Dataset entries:
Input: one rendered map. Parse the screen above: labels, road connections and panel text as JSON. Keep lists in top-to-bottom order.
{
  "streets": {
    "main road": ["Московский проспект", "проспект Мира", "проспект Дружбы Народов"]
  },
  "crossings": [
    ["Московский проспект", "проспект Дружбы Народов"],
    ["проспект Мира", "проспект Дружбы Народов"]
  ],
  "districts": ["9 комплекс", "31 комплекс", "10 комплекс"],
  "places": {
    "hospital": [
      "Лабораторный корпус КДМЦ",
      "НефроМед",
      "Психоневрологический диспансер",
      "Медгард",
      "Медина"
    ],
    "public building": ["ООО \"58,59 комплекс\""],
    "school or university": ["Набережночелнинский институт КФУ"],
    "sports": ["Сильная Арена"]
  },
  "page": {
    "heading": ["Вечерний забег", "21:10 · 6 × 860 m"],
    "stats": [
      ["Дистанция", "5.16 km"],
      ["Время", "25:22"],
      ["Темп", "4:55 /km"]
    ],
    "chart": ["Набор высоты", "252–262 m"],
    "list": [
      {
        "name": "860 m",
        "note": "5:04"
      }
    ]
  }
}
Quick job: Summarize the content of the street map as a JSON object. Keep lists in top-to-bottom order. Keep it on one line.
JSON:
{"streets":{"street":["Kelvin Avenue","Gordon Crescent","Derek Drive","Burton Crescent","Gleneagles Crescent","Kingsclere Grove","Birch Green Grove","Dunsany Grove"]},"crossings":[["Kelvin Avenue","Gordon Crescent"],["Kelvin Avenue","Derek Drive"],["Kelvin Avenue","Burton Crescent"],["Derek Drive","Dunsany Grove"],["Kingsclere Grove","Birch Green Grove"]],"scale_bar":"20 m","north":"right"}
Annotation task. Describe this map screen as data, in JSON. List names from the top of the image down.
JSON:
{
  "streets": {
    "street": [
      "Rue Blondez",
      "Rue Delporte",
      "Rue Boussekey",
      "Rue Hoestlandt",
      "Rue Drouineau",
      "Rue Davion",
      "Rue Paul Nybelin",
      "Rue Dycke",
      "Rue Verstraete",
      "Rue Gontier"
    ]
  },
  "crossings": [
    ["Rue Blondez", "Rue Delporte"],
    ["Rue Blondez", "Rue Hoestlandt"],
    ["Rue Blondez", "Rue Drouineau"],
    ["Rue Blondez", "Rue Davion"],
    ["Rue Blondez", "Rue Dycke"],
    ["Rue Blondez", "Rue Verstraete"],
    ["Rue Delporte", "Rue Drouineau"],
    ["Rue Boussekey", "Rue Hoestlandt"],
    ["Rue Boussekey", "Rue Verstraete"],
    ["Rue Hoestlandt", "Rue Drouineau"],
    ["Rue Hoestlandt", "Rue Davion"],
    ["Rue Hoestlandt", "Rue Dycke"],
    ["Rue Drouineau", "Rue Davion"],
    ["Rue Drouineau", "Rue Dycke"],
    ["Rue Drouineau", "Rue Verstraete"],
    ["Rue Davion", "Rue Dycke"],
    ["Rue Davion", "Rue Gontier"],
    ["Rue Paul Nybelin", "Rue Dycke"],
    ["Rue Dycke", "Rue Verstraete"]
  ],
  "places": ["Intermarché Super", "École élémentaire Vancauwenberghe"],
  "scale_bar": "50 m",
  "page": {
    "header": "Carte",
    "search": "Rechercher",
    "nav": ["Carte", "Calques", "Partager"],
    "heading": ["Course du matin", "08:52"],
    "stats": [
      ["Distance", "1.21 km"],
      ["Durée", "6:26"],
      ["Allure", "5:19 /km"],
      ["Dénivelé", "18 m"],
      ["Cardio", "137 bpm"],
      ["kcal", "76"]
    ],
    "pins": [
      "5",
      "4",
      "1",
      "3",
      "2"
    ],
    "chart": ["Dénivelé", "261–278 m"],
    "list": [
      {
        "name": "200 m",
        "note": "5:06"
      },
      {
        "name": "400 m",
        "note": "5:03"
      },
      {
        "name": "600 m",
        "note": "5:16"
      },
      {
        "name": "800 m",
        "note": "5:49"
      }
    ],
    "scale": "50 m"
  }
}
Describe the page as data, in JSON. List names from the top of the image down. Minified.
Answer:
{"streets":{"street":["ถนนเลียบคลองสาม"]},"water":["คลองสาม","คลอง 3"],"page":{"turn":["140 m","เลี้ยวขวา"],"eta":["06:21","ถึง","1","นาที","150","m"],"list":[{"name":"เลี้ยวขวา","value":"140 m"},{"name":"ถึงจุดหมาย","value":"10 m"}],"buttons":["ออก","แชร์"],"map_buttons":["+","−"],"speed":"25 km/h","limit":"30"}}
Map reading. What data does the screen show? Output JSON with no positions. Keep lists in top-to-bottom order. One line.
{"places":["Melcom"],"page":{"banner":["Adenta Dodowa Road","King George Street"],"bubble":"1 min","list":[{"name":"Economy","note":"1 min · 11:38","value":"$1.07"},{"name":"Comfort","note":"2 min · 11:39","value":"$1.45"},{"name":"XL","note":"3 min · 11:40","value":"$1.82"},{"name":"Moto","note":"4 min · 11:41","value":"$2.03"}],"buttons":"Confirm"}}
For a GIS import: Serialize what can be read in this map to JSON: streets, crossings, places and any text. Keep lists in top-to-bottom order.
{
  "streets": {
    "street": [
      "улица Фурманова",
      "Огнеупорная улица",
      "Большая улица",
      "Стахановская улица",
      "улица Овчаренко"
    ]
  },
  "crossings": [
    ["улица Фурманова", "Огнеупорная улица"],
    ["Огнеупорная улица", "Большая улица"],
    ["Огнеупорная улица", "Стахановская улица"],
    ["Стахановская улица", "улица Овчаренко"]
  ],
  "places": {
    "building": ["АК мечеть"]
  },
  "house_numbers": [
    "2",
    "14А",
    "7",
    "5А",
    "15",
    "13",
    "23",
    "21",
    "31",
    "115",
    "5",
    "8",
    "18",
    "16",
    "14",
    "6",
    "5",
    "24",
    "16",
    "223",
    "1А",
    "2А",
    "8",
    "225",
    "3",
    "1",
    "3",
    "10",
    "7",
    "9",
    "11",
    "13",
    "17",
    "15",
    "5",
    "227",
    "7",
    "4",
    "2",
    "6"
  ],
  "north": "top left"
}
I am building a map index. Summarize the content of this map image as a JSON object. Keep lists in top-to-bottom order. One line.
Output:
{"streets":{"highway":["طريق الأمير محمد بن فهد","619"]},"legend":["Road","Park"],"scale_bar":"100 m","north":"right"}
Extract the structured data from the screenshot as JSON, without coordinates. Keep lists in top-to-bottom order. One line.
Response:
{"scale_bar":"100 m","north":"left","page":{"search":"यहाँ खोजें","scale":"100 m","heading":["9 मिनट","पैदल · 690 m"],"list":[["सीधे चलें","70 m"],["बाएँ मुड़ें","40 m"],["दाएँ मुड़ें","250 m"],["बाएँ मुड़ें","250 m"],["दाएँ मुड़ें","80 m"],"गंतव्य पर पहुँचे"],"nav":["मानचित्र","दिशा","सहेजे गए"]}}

**Activity**.
Every record above must be printed again exactly.

**Response to the task**.
Input: one rendered map. Parse the screen above: labels, road connections and panel text as JSON. Keep lists in top-to-bottom order.
{
  "streets": {
    "main road": ["Московский проспект", "проспект Мира", "проспект Дружбы Народов"]
  },
  "crossings": [
    ["Московский проспект", "проспект Дружбы Народов"],
    ["проспект Мира", "проспект Дружбы Народов"]
  ],
  "districts": ["9 комплекс", "31 комплекс", "10 комплекс"],
  "places": {
    "hospital": [
      "Лабораторный корпус КДМЦ",
      "НефроМед",
      "Психоневрологический диспансер",
      "Медгард",
      "Медина"
    ],
    "public building": ["ООО \"58,59 комплекс\""],
    "school or university": ["Набережночелнинский институт КФУ"],
    "sports": ["Сильная Арена"]
  },
  "page": {
    "heading": ["Вечерний забег", "21:10 · 6 × 860 m"],
    "stats": [
      ["Дистанция", "5.16 km"],
      ["Время", "25:22"],
      ["Темп", "4:55 /km"]
    ],
    "chart": ["Набор высоты", "252–262 m"],
    "list": [
      {
        "name": "860 m",
        "note": "5:04"
      }
    ]
  }
}
Quick job: Summarize the content of the street map as a JSON object. Keep lists in top-to-bottom order. Keep it on one line.
JSON:
{"streets":{"street":["Kelvin Avenue","Gordon Crescent","Derek Drive","Burton Crescent","Gleneagles Crescent","Kingsclere Grove","Birch Green Grove","Dunsany Grove"]},"crossings":[["Kelvin Avenue","Gordon Crescent"],["Kelvin Avenue","Derek Drive"],["Kelvin Avenue","Burton Crescent"],["Derek Drive","Dunsany Grove"],["Kingsclere Grove","Birch Green Grove"]],"scale_bar":"20 m","north":"right"}
Annotation task. Describe this map screen as data, in JSON. List names from the top of the image down.
JSON:
{
  "streets": {
    "street": [
      "Rue Blondez",
      "Rue Delporte",
      "Rue Boussekey",
      "Rue Hoestlandt",
      "Rue Drouineau",
      "Rue Davion",
      "Rue Paul Nybelin",
      "Rue Dycke",
      "Rue Verstraete",
      "Rue Gontier"
    ]
  },
  "crossings": [
    ["Rue Blondez", "Rue Delporte"],
    ["Rue Blondez", "Rue Hoestlandt"],
    ["Rue Blondez", "Rue Drouineau"],
    ["Rue Blondez", "Rue Davion"],
    ["Rue Blondez", "Rue Dycke"],
    ["Rue Blondez", "Rue Verstraete"],
    ["Rue Delporte", "Rue Drouineau"],
    ["Rue Boussekey", "Rue Hoestlandt"],
    ["Rue Boussekey", "Rue Verstraete"],
    ["Rue Hoestlandt", "Rue Drouineau"],
    ["Rue Hoestlandt", "Rue Davion"],
    ["Rue Hoestlandt", "Rue Dycke"],
    ["Rue Drouineau", "Rue Davion"],
    ["Rue Drouineau", "Rue Dycke"],
    ["Rue Drouineau", "Rue Verstraete"],
    ["Rue Davion", "Rue Dycke"],
    ["Rue Davion", "Rue Gontier"],
    ["Rue Paul Nybelin", "Rue Dycke"],
    ["Rue Dycke", "Rue Verstraete"]
  ],
  "places": ["Intermarché Super", "École élémentaire Vancauwenberghe"],
  "scale_bar": "50 m",
  "page": {
    "header": "Carte",
    "search": "Rechercher",
    "nav": ["Carte", "Calques", "Partager"],
    "heading": ["Course du matin", "08:52"],
    "stats": [
      ["Distance", "1.21 km"],
      ["Durée", "6:26"],
      ["Allure", "5:19 /km"],
      ["Dénivelé", "18 m"],
      ["Cardio", "137 bpm"],
      ["kcal", "76"]
    ],
    "pins": [
      "5",
      "4",
      "1",
      "3",
      "2"
    ],
    "chart": ["Dénivelé", "261–278 m"],
    "list": [
      {
        "name": "200 m",
        "note": "5:06"
      },
      {
        "name": "400 m",
        "note": "5:03"
      },
      {
        "name": "600 m",
        "note": "5:16"
      },
      {
        "name": "800 m",
        "note": "5:49"
      }
    ],
    "scale": "50 m"
  }
}
Describe the page as data, in JSON. List names from the top of the image down. Minified.
Answer:
{"streets":{"street":["ถนนเลียบคลองสาม"]},"water":["คลองสาม","คลอง 3"],"page":{"turn":["140 m","เลี้ยวขวา"],"eta":["06:21","ถึง","1","นาที","150","m"],"list":[{"name":"เลี้ยวขวา","value":"140 m"},{"name":"ถึงจุดหมาย","value":"10 m"}],"buttons":["ออก","แชร์"],"map_buttons":["+","−"],"speed":"25 km/h","limit":"30"}}
Map reading. What data does the screen show? Output JSON with no positions. Keep lists in top-to-bottom order. One line.
{"places":["Melcom"],"page":{"banner":["Adenta Dodowa Road","King George Street"],"bubble":"1 min","list":[{"name":"Economy","note":"1 min · 11:38","value":"$1.07"},{"name":"Comfort","note":"2 min · 11:39","value":"$1.45"},{"name":"XL","note":"3 min · 11:40","value":"$1.82"},{"name":"Moto","note":"4 min · 11:41","value":"$2.03"}],"buttons":"Confirm"}}
For a GIS import: Serialize what can be read in this map to JSON: streets, crossings, places and any text. Keep lists in top-to-bottom order.
{
  "streets": {
    "street": [
      "улица Фурманова",
      "Огнеупорная улица",
      "Большая улица",
      "Стахановская улица",
      "улица Овчаренко"
    ]
  },
  "crossings": [
    ["улица Фурманова", "Огнеупорная улица"],
    ["Огнеупорная улица", "Большая улица"],
    ["Огнеупорная улица", "Стахановская улица"],
    ["Стахановская улица", "улица Овчаренко"]
  ],
  "places": {
    "building": ["АК мечеть"]
  },
  "house_numbers": [
    "2",
    "14А",
    "7",
    "5А",
    "15",
    "13",
    "23",
    "21",
    "31",
    "115",
    "5",
    "8",
    "18",
    "16",
    "14",
    "6",
    "5",
    "24",
    "16",
    "223",
    "1А",
    "2А",
    "8",
    "225",
    "3",
    "1",
    "3",
    "10",
    "7",
    "9",
    "11",
    "13",
    "17",
    "15",
    "5",
    "227",
    "7",
    "4",
    "2",
    "6"
  ],
  "north": "top left"
}
I am building a map index. Summarize the content of this map image as a JSON object. Keep lists in top-to-bottom order. One line.
Output:
{"streets":{"highway":["طريق الأمير محمد بن فهد","619"]},"legend":["Road","Park"],"scale_bar":"100 m","north":"right"}
Extract the structured data from the screenshot as JSON, without coordinates. Keep lists in top-to-bottom order. One line.
Response:
{"scale_bar":"100 m","north":"left","page":{"search":"यहाँ खोजें","scale":"100 m","heading":["9 मिनट","पैदल · 690 m"],"list":[["सीधे चलें","70 m"],["बाएँ मुड़ें","40 m"],["दाएँ मुड़ें","250 m"],["बाएँ मुड़ें","250 m"],["दाएँ मुड़ें","80 m"],"गंतव्य पर पहुँचे"],"nav":["मानचित्र","दिशा","सहेजे गए"]}}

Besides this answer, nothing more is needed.